On Sat, Dec 19, 2015 at 09:12:53AM -0600, Robby Findler wrote:
> I've recently pushed a change to Redex
> (https://github.com/racket/redex/commit/cbb2d88b) that disallows the
> names of non-terminals in shortcuts in reduction relations. I did this
> after seeing someone (quite reasonably!) assume that using a
> non-terminal there meant the shortcut would work only for terms
> matching those non-terminals, which is not how things actually work.
> 
> The upside of making this an error is that, instead of having to study
> the minutiae of the reduction-relation-relation construct in the docs,
> Redex users are told when they think redex is fancier than it is in
> this respect.
> 
> The downside is that this broke a bunch of old models I had lying
> around.
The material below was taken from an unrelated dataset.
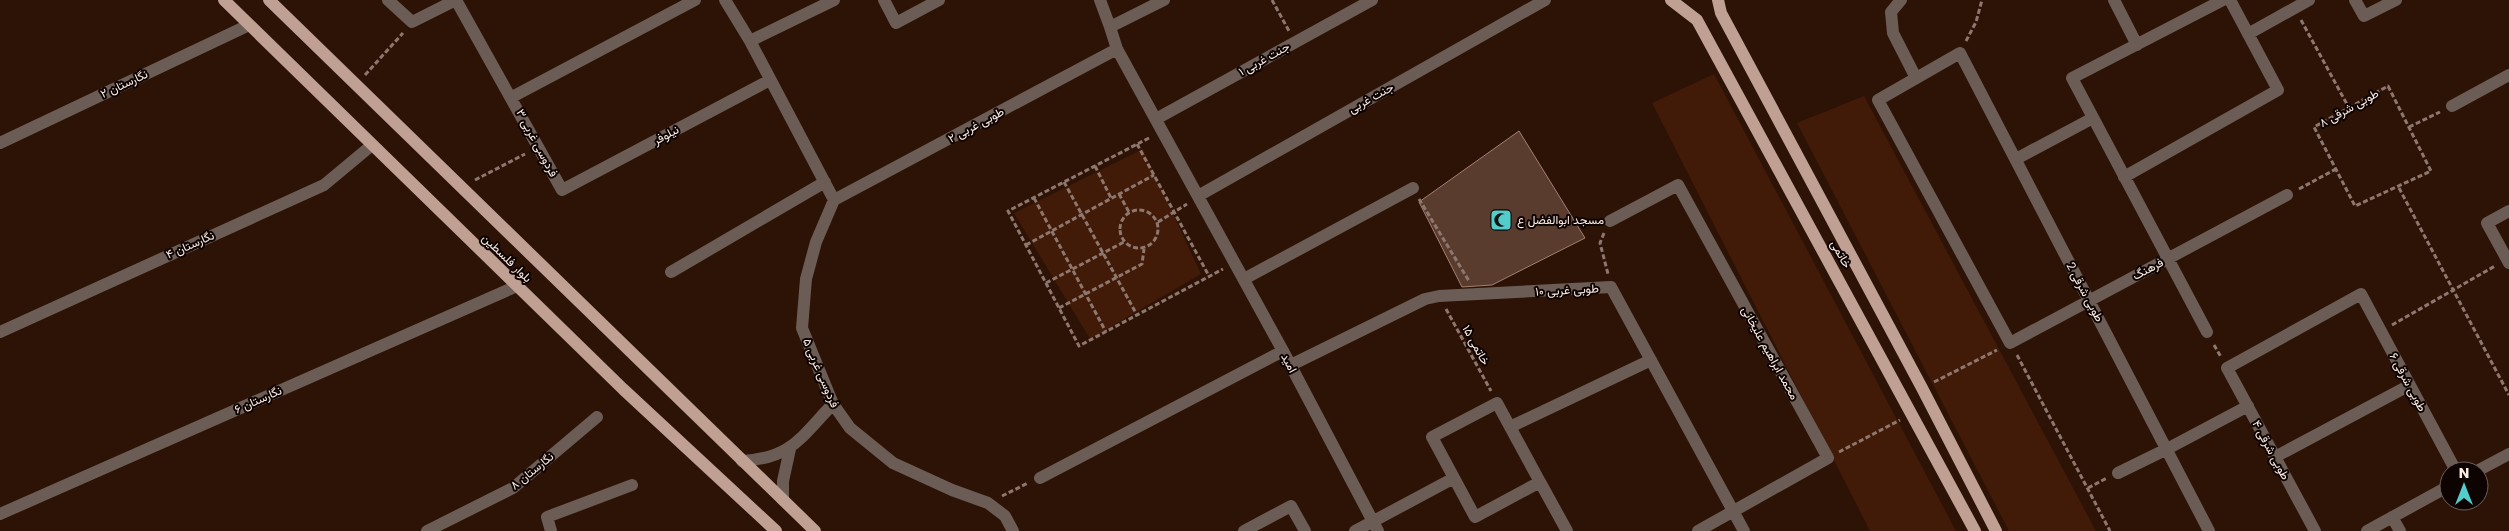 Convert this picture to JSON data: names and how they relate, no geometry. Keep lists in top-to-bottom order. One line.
{"streets":{"main road":["خاتمی","بلوار فلسطین"],"street":["جنت غربی ۱","نگارستان ۲","جنت غربی","طوبی غربی ۲","نیلوفر","فردوسی غربی ۳","نگارستان ۴","فرهنگ","طوبی غربی ۱۰","طوبی شرقی 2","محمد ابراهیم علیخانی","امید","فردوسی غربی ۵","طوبی شرقی ۶","نگارستان ۶","طوبی شرقی ۴","نگارستان ۸"],"path":["طوبی شرقی ۸","خاتمی ۱۵"]},"crossings":[["جنت غربی ۱","امید"],["نگارستان ۲","بلوار فلسطین"],["جنت غربی","امید"],["طوبی غربی ۲","امید"],["طوبی غربی ۲","فردوسی غربی ۵"],["نیلوفر","فردوسی غربی ۳"],["نگارستان ۴","بلوار فلسطین"],["بلوار فلسطین","نگارستان ۶"],["فرهنگ","طوبی شرقی 2"],["طوبی غربی ۱۰","خاتمی ۱۵"],["طوبی غربی ۱۰","امید"],["طوبی شرقی ۶","طوبی شرقی ۴"]],"places":{"mosque":["مسجد ابوالفضل ع"]},"north":"top"}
I've fixed them (it's easy to do), but I worry that someone
> who gets out an old model to show it to someone will be greeted with
> this unexpected error message.
> 
> Any opinions on whether or not I should revert this commit?
> 
> Robby
> 
> -- 
> You received this message because you are subscribed to the Google Groups 
> "Racket Users" group.
> To unsubscribe from this group and stop receiving emails from it, send an 
> email to racket-users+unsubscr...@googlegroups.com.
> For more options, visit https://groups.google.com/d/optout.

-- 
You received this message because you are subscribed to the Google Groups 
"Racket Users" group.
To unsubscribe from this group and stop receiving emails from it, send an email 
to racket-users+unsubscr...@googlegroups.com.
For more options, visit https://groups.google.com/d/optout.


signature.asc
Description: PGP signature


Re: [racket-users] backwards incompatible change to redex: does it break your models?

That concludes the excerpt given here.